Not Your Mothers Birth

Written by: Alice Zeigler, Birth and Postpartum Doula

When anticipating labor, one place you will likely get unsolicited advice from is your own mother. There is some comfort in knowing how the experience of childbirth was for someone similar to us. It is important to remember, however, that no birthing person’s experience is the same. Hearing birth stories from others can give expectant parents all sorts of expectations, some of them unrealistic, overdramatized, or even scary. The  process of having a baby is different in many ways than it was twenty years ago. It is important to be mindful of this when taking advice from others (yes, even your own mother!)


The “Natural” Movement:

Birth practices in the United States have changed drastically in the past fifty years. Even more in the past decade. In the 1970s there was a push for radical change as the natural birth movement found its footing. Trends of home birth and natural delivery gained momentum. This was a positive shift, but it left a huge gap in choices for families. Families who may have benefited from support but opted for a more traditional hospital birth. The natural birth community took a strong, low tolerance stance against the medical system.

Doulas and midwives were seen in a negative light within traditional medicine. A stigma was created around birth work. Some medical professionals today look down on doula support in their delivery rooms. This is due to ingrained ideas that birth workers are disruptive to medical staff, pushy, and have their own agenda. It is crucial that doulas maintain professionalism and respect for all parts of the labor and delivery team. Doulas, midwives, and hospital staff must all work together to dismantle the prejudice.

Birth Liberation:

Antiquated science, myth, and patriarchy all contribute to misgivings surrounding childbirth. For many years there was little medical advancement in the field. Women’s rights have advanced immensely throughout the past two decades. Abortion rights, contraception, and acceptance of trans identifying people in birth are all part of birth liberation. Everyone deserves to have a voice when it comes to body autonomy. This translates beautifully to the delivery room (whether at home, at a birthing center, or hospital of choice). When carrying a baby, your body is still your own.

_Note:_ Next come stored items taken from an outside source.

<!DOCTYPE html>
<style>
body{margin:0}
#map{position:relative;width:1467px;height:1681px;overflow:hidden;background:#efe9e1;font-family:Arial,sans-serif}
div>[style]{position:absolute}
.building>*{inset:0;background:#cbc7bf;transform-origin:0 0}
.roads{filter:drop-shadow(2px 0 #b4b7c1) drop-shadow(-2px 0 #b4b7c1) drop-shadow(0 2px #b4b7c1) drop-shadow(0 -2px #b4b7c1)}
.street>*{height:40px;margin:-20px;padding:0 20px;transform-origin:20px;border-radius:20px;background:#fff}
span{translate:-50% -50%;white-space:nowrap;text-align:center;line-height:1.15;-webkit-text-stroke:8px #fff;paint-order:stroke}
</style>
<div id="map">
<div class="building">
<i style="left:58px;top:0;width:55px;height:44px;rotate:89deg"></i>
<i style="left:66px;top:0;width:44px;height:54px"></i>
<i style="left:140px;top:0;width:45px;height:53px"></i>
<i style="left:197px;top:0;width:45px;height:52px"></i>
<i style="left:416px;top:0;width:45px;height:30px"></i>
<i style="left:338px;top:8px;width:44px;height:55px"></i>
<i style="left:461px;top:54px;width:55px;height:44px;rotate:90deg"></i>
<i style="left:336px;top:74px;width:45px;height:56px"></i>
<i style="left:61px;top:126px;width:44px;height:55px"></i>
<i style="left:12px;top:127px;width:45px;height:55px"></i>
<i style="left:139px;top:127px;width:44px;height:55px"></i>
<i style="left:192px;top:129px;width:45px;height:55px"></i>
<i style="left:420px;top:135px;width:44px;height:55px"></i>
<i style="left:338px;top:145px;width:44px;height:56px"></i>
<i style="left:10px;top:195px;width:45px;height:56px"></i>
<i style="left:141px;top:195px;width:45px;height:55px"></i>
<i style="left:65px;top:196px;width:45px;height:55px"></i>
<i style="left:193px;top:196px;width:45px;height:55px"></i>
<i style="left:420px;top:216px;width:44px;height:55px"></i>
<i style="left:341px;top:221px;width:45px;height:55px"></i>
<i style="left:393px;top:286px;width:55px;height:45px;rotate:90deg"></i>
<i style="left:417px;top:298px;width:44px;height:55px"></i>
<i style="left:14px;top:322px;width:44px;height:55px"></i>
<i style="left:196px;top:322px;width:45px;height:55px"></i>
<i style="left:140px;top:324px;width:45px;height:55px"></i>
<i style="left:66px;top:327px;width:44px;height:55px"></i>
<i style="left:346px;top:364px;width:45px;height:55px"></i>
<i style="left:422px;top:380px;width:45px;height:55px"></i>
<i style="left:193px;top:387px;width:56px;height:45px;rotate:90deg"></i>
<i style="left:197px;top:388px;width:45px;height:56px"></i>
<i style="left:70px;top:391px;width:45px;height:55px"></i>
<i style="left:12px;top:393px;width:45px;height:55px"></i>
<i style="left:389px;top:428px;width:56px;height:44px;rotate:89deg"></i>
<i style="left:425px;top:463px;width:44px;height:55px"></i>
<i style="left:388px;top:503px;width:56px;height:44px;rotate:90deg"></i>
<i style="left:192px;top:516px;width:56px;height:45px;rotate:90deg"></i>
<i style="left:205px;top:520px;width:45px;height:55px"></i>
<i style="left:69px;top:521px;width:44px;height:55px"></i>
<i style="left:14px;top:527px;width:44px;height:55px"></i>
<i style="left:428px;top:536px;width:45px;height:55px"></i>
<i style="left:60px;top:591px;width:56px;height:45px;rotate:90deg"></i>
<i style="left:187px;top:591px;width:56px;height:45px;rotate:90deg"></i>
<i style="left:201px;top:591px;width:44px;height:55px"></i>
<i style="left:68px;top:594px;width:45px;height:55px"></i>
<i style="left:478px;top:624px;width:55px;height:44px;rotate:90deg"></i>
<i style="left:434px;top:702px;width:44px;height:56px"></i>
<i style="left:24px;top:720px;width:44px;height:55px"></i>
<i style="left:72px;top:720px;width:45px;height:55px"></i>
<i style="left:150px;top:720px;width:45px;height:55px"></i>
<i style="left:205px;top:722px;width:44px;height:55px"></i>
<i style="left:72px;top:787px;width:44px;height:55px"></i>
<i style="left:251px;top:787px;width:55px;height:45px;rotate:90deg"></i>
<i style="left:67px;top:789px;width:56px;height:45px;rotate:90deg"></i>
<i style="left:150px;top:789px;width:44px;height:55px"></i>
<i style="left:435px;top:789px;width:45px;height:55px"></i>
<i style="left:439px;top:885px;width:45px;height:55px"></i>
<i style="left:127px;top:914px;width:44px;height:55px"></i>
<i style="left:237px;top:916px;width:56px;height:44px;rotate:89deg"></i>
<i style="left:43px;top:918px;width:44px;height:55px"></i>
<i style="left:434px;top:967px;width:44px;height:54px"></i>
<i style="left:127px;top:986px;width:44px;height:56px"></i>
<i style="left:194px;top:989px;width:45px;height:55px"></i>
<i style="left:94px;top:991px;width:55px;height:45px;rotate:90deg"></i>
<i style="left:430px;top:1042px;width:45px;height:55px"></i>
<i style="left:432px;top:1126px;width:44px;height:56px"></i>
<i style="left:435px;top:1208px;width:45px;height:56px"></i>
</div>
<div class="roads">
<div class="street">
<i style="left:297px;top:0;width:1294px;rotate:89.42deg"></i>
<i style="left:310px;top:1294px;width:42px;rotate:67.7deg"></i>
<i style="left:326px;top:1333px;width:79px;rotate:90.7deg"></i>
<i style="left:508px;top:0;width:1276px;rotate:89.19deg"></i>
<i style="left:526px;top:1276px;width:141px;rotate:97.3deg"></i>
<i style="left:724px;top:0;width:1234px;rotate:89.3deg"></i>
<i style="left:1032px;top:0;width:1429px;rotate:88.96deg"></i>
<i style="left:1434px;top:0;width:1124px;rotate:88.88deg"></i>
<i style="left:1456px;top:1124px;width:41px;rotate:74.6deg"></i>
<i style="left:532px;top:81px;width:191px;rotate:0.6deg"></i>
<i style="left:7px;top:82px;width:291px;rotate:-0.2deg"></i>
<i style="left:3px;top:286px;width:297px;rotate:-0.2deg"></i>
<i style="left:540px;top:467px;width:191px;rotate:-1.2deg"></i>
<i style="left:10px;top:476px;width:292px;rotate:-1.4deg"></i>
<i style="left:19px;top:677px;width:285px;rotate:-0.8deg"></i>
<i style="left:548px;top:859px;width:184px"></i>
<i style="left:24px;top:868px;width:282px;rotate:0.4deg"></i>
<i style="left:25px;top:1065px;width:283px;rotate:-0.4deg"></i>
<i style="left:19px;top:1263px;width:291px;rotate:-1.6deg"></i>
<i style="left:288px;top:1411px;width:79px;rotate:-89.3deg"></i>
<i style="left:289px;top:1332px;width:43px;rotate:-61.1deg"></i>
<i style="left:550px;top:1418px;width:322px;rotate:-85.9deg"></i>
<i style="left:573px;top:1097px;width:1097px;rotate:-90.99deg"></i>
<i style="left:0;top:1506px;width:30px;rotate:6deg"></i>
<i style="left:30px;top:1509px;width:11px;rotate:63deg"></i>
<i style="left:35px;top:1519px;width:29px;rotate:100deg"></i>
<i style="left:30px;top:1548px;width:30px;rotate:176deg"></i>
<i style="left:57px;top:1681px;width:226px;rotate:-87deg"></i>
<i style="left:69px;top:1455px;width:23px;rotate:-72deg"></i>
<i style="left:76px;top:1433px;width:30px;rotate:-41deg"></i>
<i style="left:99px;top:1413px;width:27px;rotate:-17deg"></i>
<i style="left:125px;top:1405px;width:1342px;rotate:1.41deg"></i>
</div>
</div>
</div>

All of these changes are revolutionizing and expanding how we think about childbirth, and how we accommodate birthing people. Sometimes our family and friends have varying values when it comes to these topics. You may be surprised to find how strongly opinionated people can be when it comes to your body and your baby. This can cause tension within families if firm boundaries aren’t applied.


Words like “real” and “natural” surrounding birth can be a negative influence on expecting people. It is key to understand that all birth is inherently both real, and natural, and that your choices during labor are personal. You CAN mix natural methods and traditional medical recommendations. Knowledge is power in the delivery room, knowing your options and their corresponding pros and cons can save stress in the delivery room. People are more emotionally attached to their own births than they realize. If a friend or family member had a “perfect birth” they may want to share with you how they achieved this. Listen with discernment, and remember that you are on your own childbirth journey. You know yourself better than anyone else (again…even YOUR mother!) Everyone will have an opinion about YOUR birth, and these opinions are often reflective of age, gender, or even cultural differences. 

It is impossible to have everyone on the same page in our world’s rapidly evolving medical and social climate. This is why our mothers, aunts, grandparents, and other trusted confidants may give us contradictory advice. It can be emotionally difficult to choose against the influence of family. You may be very close to your mother and typically trust her to help you make good decisions. You may feel strongly called to home birth, and, perhaps, she had a friend who experienced a traumatic home birth in 1971. Her experience and perspective with one home birth could easily overshadow any of your reasoning in her eyes. We see the world through our individual experiences, which can sway our beliefs immensely.


This is where your doula comes in! Doulas provide advocacy and support through information, never personal perspective. Today there are many great options for a hybrid birth experience. Hiring a doula is a great way to learn about and discuss these choices with an unbiased support person. Your doula can help you reach deep inside of yourself and deconstruct any internalized falsities about child birth you may have. You may opt for a hospital birth if you have a higher risk pregnancy, but choose to only use intervention if absolutely medically necessary. You may opt for a c section, and yes, you can still benefit from doula support! Some doulas today offer virtual support at a lower cost if your birthing location does not allow doulas in the operating room. Your doula will be flexible and support the choices that you and your family decide on.